Robinhood ($PRIVATE:ROBINHOOD) is getting tons more attention these days. 

It's not all for the right reasons. However, despite Hertz going under and Buffett bailing out of airlines, there has been a flood of attention in the market lately from younger investors, eager to mint small new fortunes on the next big options swing. 

In the space of less than a decade, Robinhood has managed to build a valuation more than half that of E*Trade ($ETFC), which, after nearly 40 years in business, struck a $13-billion stock deal to sell itself to legacy financial services institution Morgan Stanley just days before the pandemic began. 

During the pandemic alone, Robinhood has grown its Twitter follower count by 25%, as the trading platform has seen soaring attention in recent weeks. 
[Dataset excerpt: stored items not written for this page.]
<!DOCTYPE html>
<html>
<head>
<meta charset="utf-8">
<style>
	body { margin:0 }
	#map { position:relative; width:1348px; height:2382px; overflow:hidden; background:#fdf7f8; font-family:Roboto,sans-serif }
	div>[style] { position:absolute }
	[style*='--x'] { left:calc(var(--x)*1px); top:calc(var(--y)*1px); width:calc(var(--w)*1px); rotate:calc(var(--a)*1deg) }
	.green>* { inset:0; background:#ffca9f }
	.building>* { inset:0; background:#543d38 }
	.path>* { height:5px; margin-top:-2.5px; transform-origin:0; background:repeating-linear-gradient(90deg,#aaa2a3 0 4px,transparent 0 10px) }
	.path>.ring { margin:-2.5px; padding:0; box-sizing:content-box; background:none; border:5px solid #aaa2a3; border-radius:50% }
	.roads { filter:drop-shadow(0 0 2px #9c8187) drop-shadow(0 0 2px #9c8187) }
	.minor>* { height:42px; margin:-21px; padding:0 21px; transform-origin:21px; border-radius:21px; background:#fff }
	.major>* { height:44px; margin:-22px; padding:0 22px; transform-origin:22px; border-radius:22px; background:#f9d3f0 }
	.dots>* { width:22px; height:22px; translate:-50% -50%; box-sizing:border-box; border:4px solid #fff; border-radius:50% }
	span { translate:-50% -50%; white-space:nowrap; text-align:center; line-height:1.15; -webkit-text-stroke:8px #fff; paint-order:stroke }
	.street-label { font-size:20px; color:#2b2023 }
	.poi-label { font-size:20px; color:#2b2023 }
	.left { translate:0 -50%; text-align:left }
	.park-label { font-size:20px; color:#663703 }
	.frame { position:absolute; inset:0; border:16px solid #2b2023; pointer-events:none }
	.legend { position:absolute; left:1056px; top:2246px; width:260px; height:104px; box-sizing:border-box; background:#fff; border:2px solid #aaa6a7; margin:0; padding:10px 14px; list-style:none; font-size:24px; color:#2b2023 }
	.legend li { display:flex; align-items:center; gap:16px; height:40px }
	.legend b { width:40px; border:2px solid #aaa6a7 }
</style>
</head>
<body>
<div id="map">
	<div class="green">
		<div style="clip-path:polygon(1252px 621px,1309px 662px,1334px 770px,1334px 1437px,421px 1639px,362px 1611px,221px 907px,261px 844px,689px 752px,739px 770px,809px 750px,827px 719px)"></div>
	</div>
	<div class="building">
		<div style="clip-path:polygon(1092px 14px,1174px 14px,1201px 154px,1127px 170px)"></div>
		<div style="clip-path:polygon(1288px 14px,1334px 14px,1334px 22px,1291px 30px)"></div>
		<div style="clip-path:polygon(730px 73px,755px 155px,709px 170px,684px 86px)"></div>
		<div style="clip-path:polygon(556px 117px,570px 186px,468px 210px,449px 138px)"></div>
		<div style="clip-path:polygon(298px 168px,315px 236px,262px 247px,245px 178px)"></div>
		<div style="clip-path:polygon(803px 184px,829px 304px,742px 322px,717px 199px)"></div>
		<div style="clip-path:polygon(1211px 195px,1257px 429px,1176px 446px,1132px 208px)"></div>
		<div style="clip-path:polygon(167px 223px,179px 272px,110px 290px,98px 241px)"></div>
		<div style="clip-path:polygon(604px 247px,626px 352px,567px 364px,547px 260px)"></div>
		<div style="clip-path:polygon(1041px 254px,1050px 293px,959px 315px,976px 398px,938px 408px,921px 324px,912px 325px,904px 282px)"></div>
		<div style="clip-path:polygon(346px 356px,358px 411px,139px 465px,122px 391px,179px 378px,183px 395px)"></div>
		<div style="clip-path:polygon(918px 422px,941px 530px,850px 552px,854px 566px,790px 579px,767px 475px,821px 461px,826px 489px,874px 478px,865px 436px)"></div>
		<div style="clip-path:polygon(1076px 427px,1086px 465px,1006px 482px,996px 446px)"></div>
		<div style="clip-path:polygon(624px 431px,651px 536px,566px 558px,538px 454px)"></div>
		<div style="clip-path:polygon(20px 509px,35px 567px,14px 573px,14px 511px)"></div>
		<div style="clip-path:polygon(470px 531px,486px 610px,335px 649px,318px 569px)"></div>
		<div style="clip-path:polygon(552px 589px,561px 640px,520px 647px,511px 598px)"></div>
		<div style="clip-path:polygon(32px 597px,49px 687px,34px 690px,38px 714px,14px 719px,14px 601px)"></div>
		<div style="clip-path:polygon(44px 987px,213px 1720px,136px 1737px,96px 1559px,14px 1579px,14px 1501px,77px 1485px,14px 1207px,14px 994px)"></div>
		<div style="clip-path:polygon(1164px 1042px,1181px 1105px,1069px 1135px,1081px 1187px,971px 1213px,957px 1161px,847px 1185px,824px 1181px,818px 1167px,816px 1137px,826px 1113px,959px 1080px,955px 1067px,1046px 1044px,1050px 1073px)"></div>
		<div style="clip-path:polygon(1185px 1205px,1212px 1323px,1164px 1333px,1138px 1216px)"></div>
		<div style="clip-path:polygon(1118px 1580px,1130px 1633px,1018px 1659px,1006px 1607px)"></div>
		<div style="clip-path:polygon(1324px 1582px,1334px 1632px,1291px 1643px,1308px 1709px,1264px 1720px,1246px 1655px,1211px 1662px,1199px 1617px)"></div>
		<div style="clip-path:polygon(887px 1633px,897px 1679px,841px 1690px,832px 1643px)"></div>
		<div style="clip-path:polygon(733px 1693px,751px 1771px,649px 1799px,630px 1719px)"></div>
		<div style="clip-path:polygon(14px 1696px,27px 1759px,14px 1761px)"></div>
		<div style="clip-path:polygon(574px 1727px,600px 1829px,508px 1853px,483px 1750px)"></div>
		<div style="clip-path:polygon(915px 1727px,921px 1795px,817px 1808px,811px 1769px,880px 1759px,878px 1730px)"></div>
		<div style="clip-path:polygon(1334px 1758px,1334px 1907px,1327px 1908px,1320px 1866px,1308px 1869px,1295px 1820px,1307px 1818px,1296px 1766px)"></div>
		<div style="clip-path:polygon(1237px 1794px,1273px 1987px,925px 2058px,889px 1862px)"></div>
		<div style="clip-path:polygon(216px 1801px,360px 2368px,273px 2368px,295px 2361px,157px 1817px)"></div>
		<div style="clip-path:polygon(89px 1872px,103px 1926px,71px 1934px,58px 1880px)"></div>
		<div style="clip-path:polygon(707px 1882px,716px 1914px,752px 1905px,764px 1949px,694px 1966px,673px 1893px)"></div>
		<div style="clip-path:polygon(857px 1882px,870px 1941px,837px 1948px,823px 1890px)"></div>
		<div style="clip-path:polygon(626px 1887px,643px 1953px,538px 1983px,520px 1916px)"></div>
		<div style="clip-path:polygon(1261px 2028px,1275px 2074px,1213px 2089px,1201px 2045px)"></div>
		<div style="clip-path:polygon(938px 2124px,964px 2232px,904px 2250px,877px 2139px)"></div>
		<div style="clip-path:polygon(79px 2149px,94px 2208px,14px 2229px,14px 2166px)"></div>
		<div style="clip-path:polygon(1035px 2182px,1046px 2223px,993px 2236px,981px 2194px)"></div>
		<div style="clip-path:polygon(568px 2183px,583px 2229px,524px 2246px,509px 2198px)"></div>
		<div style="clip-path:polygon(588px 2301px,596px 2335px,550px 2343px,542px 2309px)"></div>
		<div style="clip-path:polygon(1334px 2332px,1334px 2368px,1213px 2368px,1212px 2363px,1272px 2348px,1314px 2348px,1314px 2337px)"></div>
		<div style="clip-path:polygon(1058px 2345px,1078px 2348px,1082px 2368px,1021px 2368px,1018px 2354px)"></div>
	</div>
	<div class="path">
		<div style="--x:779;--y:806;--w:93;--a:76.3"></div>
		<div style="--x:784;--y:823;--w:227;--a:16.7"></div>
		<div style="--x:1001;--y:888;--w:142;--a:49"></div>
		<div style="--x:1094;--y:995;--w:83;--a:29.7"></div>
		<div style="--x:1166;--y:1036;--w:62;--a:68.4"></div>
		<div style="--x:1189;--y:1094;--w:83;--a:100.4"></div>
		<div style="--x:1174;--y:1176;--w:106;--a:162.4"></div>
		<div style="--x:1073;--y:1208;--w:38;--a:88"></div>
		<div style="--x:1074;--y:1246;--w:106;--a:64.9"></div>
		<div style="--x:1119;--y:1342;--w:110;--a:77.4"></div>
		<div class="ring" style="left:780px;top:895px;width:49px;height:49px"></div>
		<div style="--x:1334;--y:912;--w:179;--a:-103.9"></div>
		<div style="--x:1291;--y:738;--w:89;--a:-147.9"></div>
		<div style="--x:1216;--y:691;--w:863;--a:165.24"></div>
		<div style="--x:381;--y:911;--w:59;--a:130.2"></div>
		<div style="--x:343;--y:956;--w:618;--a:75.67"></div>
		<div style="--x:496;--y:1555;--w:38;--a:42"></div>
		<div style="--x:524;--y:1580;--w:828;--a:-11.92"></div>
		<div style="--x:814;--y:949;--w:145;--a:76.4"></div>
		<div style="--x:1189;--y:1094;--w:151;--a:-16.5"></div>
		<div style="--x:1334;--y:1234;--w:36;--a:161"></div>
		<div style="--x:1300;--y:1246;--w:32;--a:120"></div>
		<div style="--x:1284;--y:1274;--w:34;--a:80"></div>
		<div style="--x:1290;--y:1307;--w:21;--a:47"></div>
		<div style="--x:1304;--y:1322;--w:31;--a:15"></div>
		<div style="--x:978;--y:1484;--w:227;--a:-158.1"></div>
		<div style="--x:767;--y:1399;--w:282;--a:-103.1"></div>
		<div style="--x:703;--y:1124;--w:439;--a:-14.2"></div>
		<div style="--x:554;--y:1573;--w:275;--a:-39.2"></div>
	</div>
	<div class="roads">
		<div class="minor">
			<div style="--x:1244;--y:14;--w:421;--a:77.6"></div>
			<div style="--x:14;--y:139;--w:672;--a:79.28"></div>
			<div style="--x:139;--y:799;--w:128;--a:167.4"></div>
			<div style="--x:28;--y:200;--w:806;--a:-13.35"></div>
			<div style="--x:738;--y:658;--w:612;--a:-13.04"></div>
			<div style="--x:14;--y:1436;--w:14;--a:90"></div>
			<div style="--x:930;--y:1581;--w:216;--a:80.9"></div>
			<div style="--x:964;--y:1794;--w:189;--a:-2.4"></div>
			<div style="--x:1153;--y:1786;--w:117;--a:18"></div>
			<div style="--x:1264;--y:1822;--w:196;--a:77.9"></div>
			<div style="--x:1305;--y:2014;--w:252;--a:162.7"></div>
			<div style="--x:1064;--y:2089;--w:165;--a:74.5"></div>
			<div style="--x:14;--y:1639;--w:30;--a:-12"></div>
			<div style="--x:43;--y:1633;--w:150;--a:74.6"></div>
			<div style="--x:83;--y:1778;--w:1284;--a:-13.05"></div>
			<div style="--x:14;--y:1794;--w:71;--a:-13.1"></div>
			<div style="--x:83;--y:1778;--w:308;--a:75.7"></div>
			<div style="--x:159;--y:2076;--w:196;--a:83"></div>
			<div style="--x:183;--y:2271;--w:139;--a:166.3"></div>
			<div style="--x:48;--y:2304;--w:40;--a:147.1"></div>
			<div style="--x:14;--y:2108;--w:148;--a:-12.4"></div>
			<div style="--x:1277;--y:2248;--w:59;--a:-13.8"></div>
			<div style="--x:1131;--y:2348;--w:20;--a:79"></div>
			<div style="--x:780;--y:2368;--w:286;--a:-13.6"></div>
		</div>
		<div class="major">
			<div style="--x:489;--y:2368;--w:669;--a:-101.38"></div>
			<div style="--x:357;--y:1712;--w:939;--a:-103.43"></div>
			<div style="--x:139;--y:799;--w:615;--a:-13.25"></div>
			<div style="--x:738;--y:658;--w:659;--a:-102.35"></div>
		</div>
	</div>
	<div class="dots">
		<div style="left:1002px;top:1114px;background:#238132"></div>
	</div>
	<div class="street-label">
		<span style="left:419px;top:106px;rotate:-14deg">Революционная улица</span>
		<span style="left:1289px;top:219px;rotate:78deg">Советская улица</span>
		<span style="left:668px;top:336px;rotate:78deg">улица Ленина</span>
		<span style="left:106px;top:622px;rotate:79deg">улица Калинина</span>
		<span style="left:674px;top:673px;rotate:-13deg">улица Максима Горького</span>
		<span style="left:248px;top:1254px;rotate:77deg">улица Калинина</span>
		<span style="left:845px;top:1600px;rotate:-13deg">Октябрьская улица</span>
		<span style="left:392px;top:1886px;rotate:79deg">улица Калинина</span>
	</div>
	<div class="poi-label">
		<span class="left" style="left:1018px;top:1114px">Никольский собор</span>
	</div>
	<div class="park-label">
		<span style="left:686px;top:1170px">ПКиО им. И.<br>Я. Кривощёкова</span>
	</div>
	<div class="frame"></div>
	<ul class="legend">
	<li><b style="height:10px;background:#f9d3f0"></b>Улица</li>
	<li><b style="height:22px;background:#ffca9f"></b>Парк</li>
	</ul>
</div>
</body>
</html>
For a time, Robinhood's social media engagement was boosted not by good news, but by the fact that its trading platform was having outages at critical times for users. Part of what may be driving recent interest in Robinhood isn't the opportunity to make big options bets; Forbes recently broke the story of an Illinois college student who took his own life after the app reflected losses of more than $700,000 in his account. 

The man's suicide note asked a foundational question that reflects the perils of access to high leverage and online trading platforms - and one that Robinhood's founders would have to answer: “How was a 20-year-old with no income able to get assigned almost a million dollars worth of leverage?” In the wake of the tragedy, Robinhood founders Vlad Tenev and Baiju Bhatt pledged to make substantive changes to the options trading platform. 
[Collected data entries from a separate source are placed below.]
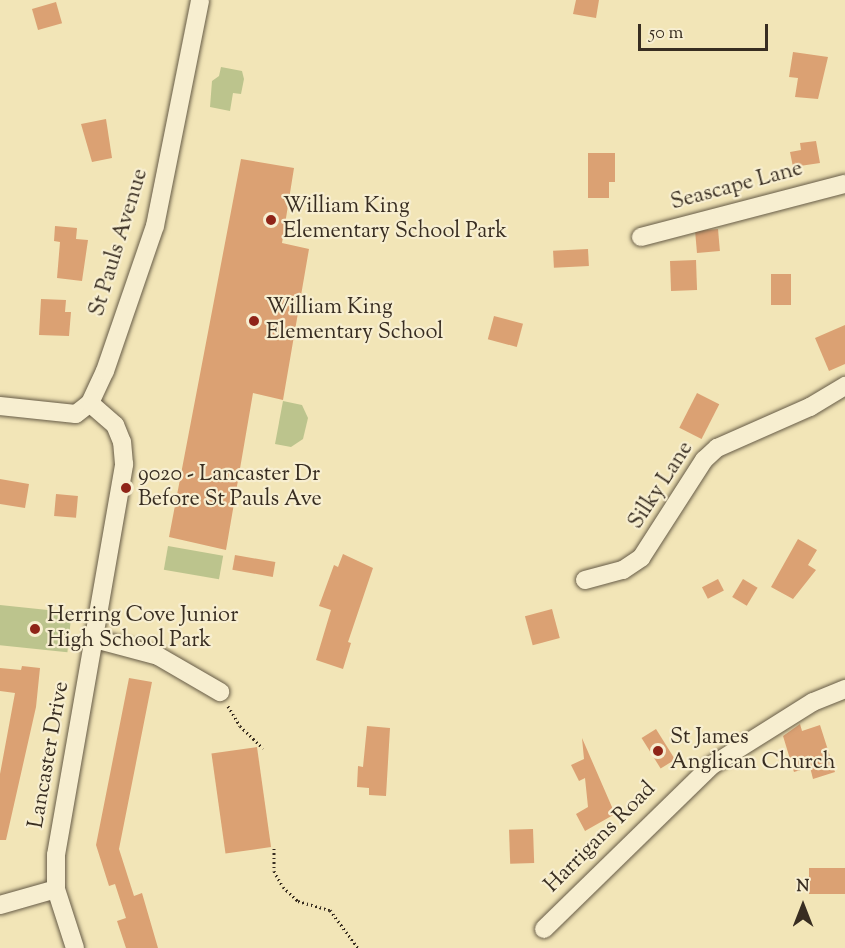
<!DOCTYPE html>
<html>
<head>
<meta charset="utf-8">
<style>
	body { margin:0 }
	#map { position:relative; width:845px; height:948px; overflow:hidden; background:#f2e5b7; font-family:"Sorts Mill Goudy",serif }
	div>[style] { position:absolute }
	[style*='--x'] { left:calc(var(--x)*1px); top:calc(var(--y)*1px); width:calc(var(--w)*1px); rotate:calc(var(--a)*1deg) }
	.green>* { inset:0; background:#bcc48d; transform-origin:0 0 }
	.building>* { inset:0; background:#dba173; transform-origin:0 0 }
	.path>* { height:3px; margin-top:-1.5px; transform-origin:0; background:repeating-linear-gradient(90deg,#382d21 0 1.5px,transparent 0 4.5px) }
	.roads { filter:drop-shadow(0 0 2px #665b46) drop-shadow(0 0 2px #665b46) }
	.minor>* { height:18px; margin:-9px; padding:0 9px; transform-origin:9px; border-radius:9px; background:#f7eed0 }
	.dots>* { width:16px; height:16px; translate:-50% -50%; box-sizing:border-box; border:3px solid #f7eed0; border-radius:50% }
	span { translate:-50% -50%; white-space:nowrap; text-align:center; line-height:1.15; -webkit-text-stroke:4.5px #f7eed0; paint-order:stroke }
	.street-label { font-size:22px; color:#382d21 }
	.poi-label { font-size:22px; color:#382d21 }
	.left { translate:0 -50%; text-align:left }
	.north { position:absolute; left:773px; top:876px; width:60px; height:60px; -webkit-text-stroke:4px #f7eed0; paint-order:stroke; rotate:0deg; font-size:16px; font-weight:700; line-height:24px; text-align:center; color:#382d21 }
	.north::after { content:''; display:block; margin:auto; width:21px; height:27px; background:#382d21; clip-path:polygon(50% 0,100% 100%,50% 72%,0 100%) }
	.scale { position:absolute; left:638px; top:24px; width:130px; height:27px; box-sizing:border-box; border:3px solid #382d21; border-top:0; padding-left:8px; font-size:18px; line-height:21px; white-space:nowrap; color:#382d21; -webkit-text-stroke:4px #f7eed0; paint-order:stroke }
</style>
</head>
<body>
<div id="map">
	<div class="green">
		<i style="clip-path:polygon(221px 67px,242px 71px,244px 79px,241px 94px,233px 93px,230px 111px,210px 107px,212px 81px,219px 76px)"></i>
		<i style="clip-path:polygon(283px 401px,302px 405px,308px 418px,303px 439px,291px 447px,275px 444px)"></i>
		<i style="left:168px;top:546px;width:56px;height:24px;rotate:10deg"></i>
		<i style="left:0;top:605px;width:72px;height:40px;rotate:6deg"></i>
	</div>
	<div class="building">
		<i style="clip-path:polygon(576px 0,599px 0,596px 18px,573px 14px)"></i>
		<i style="left:56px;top:2px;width:22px;height:25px;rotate:74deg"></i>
		<i style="clip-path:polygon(793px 52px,828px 57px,818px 99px,795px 97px,798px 78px,789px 77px)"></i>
		<i style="clip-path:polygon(106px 119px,112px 158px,92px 162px,81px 124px)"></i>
		<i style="clip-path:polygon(816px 141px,820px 163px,793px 167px,790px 152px,801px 150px,800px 143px)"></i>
		<i style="clip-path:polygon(588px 153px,615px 153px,615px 182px,609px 182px,609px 198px,588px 198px)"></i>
		<i style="clip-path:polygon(241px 159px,294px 168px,282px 243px,309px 249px,283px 400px,253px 393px,226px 550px,169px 537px)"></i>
		<i style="clip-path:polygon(55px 226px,77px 228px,76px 239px,88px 240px,82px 281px,57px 278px,60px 242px,54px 241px)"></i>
		<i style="left:718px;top:229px;width:22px;height:23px;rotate:85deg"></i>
		<i style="left:588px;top:249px;width:17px;height:35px;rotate:87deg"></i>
		<i style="left:696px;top:260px;width:30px;height:26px;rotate:88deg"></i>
		<i style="left:771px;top:274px;width:20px;height:31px"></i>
		<i style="clip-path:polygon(41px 299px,66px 300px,65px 312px,71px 312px,69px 336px,39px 335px)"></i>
		<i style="left:494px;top:316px;width:30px;height:24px;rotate:15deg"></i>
		<i style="clip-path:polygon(845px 325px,845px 364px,829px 371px,815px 338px)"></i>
		<i style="left:697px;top:393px;width:25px;height:39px;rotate:27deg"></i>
		<i style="clip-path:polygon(0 479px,29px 484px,25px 508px,0 504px)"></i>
		<i style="left:56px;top:494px;width:22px;height:22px;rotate:5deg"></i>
		<i style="clip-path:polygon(798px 539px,817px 550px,808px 565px,816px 570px,793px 599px,771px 587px)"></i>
		<i style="clip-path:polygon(343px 554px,373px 568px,348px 642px,351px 643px,343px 669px,316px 660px,331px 610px,319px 606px,334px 565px,338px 567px)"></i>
		<i style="left:235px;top:555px;width:41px;height:15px;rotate:10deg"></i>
		<i style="left:718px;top:579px;width:13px;height:18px;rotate:63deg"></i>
		<i style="left:743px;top:579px;width:17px;height:21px;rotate:31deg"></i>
		<i style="left:552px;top:609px;width:30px;height:28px;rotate:75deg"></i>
		<i style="clip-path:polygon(22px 666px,40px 668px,36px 707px,6px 840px,0 840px,0 774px,15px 693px,0 691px,0 668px,21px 670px)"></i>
		<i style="clip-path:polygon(129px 678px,152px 682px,119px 849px,134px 896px,142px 893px,158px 948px,126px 948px,117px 921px,126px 918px,115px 884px,109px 886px,96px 845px)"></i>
		<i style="clip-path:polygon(800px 724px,802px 731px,820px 725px,835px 772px,813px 779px,810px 767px,794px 772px,783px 736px)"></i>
		<i style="clip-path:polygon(367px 726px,390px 728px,386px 796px,369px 795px,369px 788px,357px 787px,358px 766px,363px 767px)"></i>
		<i style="left:656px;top:729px;width:36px;height:17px;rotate:58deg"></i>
		<i style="clip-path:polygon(582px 738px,615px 814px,585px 831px,576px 814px,588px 807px,585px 778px,579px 781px,571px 765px,584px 759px)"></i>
		<i style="left:257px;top:747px;width:101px;height:46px;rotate:82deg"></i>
		<i style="left:533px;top:829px;width:34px;height:24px;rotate:88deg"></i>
		<i style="left:809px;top:868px;width:36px;height:26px"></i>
	</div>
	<div class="path">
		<i style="--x:228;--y:706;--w:23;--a:59"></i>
		<i style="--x:240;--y:726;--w:32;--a:44"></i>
		<i style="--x:274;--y:848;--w:23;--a:90"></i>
		<i style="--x:274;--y:871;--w:18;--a:61"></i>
		<i style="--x:283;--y:887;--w:21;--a:43"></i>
		<i style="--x:298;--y:901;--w:33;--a:16"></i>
		<i style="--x:330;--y:910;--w:47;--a:53.6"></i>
	</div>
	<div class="roads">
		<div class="minor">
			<i style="--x:641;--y:237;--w:211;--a:-14.6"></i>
			<i style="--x:0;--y:406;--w:76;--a:6"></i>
			<i style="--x:76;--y:414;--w:18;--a:-38"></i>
			<i style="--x:90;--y:403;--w:35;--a:-65"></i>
			<i style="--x:105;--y:371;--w:153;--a:-71"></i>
			<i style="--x:155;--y:226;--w:230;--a:-78.7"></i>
			<i style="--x:585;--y:580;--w:39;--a:-15"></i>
			<i style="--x:623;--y:570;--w:22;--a:-34"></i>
			<i style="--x:641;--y:558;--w:117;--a:-57.3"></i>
			<i style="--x:704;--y:460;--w:18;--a:-43"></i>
			<i style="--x:717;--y:448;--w:102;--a:-23.8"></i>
			<i style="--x:810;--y:407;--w:41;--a:-31"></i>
			<i style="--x:95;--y:639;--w:65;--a:15.1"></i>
			<i style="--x:158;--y:656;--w:72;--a:30.1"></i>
			<i style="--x:0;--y:905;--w:58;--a:-15.9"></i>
			<i style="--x:544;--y:929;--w:233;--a:-44.3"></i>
			<i style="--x:711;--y:766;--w:120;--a:-32.1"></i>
			<i style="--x:813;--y:702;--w:35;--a:-22"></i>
			<i style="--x:75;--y:948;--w:62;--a:-107.9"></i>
			<i style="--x:56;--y:889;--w:34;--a:-90"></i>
			<i style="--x:56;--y:855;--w:397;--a:-80.1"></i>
			<i style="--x:124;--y:464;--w:22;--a:-95"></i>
			<i style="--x:122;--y:442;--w:18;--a:-112"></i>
			<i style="--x:115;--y:425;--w:33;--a:-139"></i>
		</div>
	</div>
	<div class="dots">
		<i style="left:271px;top:220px;background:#8f2418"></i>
		<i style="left:254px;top:321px;background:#8f2418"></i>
		<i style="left:126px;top:488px;background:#8f2418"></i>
		<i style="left:35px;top:629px;background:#8f2418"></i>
		<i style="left:658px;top:751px;background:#8f2418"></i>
	</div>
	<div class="street-label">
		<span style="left:737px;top:187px;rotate:-15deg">Seascape Lane</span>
		<span style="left:120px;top:243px;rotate:-73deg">St Pauls Avenue</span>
		<span style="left:662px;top:486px;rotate:-57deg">Silky Lane</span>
		<span style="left:50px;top:755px;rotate:-80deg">Lancaster Drive</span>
		<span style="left:601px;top:838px;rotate:-45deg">Harrigans Road</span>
	</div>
	<div class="poi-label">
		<span class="left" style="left:283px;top:220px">William King<br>Elementary School Park</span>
		<span class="left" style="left:266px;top:321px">William King<br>Elementary School</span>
		<span class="left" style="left:138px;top:488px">9020 - Lancaster Dr<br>Before St Pauls Ave</span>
		<span class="left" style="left:47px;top:629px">Herring Cove Junior<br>High School Park</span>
		<span class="left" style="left:670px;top:751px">St James<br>Anglican Church</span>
	</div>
	<div class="north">N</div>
	<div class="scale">50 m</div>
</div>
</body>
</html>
Robinhood doesn't have as large of a Facebook following, at just under 150,000, as it does on Twitter. But again, in 2020, the trading platform saw Likes on the social network rise more than 21% in a busy year that saw its valuation soar to $8 billion. 

Some of it might be boredom, but other users are flocking onto the Robinhood platform thanks to newly-minted day traders like Barstool founder Dave Portnoy, who regularly broadcasts his trades to tens of thousands of live followers, and also likes to insult Wall Street titan Warren Buffett. According to a recent CNN Business report, Robinhood investors are "scooping up shares of airlines, videoconferencing and streaming media companies as well as biotechs."

But one Wall Street legend isn't having any of it; Leon Cooperman took one look at the Robinhood trading set, and told CNBC last week, "this will end in tears."